Game Changer: Mobile Video Advertising

Operators and service providers are tackling the video traffic clog with a variety of strategies including network upgrades, NFV, SDN and a variety of compression tools. However, on the upside, increased video traffic also presents a revenue opportunity.

Video, although costly to create and tricky to carry, now provides an opportunity for service providers to lure in customers. The Video Point is one innovative, no-muss and lightening fast way that service providers and carriers can launch their own video offering in a matter of days. The Video Point scours the internet for video, forges the necessary relationships with the content owners, and can package and brand that video to create an entire video platform designed to meet the individual needs of the provider.

For instance, ice fishing content and video is a big-time draw for Nordic customers. The Video Point will go out and aggregate all of the available ice fishing content online, rank it according to popularity and viewership, and package that content in a branded service provider environment...all in a matter of days. Looking to lure in Indonesian customers? The Video Point can create an entire channel dedicated to Indonesian cricket.

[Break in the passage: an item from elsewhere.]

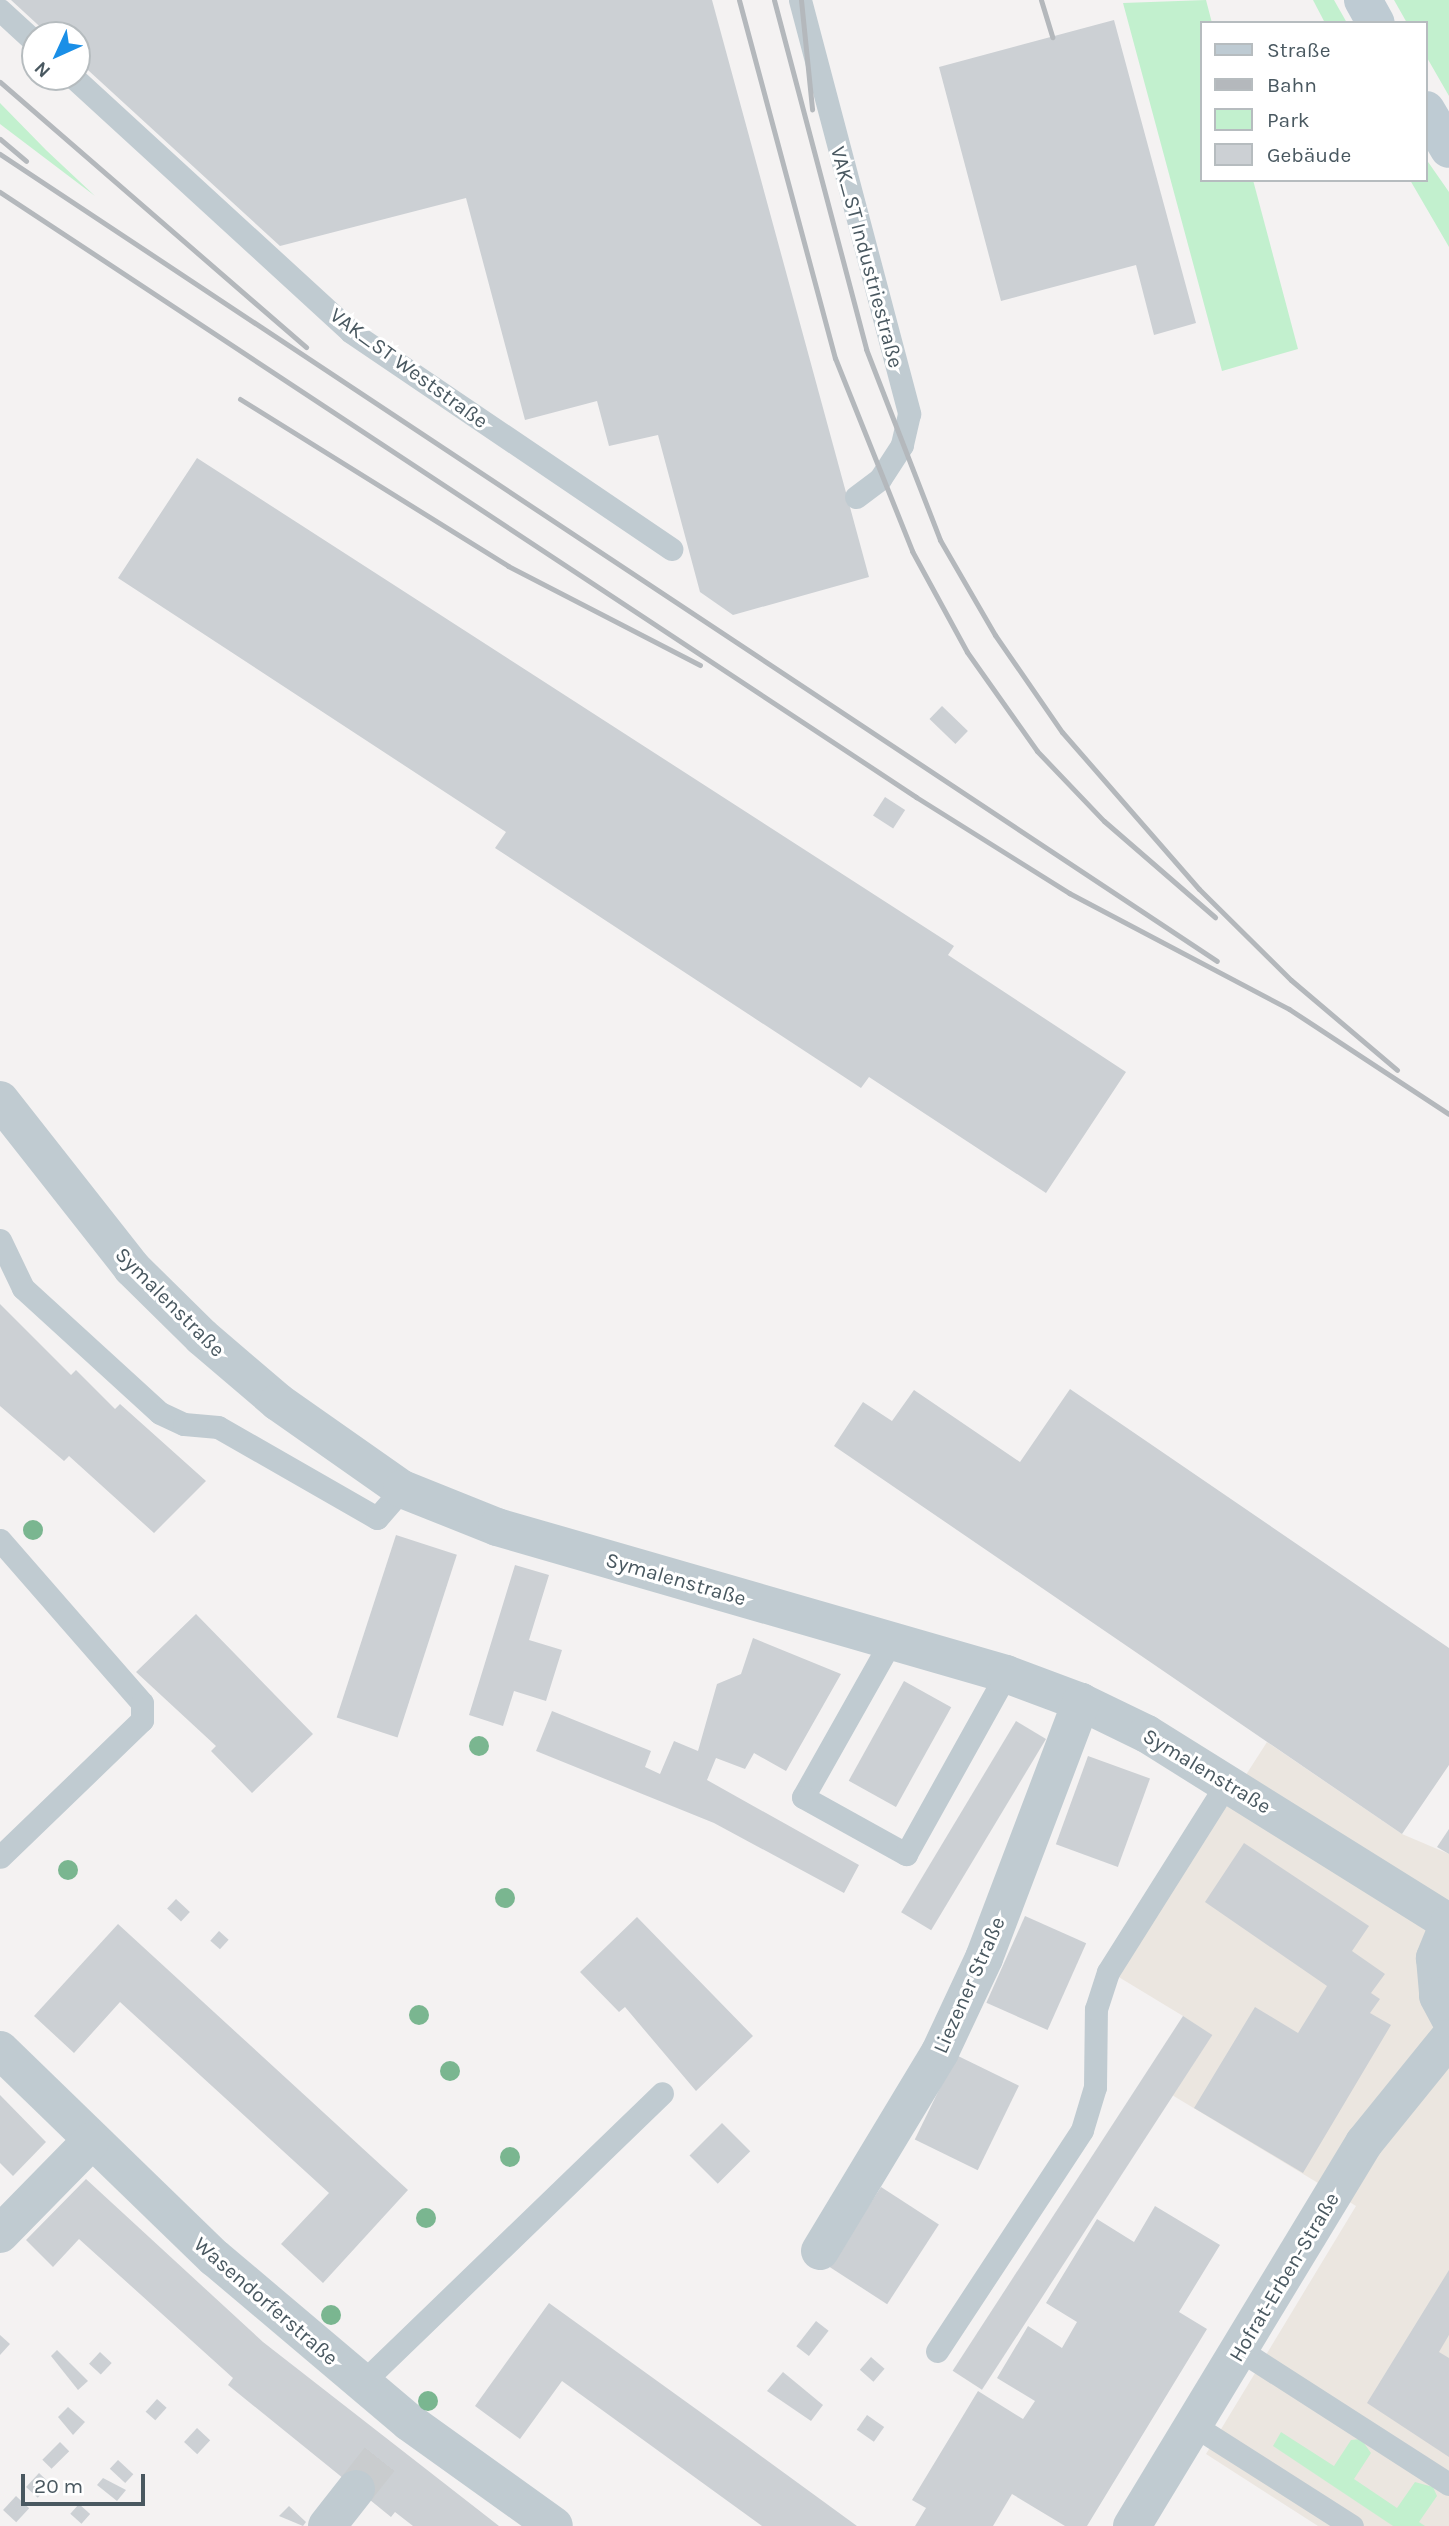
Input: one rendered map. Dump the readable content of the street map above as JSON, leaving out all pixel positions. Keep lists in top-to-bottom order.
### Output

“In two to three weeks we can give our customers 20-30 channels,” Jacob Vind, co-founder and CTO of The Video Point says. “I am amazed at how easy it really is to make a deal with small video producers.”

SingTel and Globe Philippines are just two major operators already using The Video Point's solution.

Native video advertising

Native advertising, or the practice of presenting an advertising message in the context of the content a user is searching for, is critical to the future of e-Commerce and the service provider. Amazon, in Sept. 2013, introduced native video and the opportunity for brands and advertisers to embed interactive how-to and demo videos based on the personalized searches of the user. So if a shopper is shopping for a toothbrush on Amazon, for instance, an advertiser can embed a video educating a shopper about oral hygiene. The video can be click-able and viewed across many devices, leading to a sticky, attractive opportunity for brands to be seen as friendly and empowering of the customer rather than just another logo choice. Even stalwart The New York Times latest redesign, launched in Jan. 2014, features native advertising.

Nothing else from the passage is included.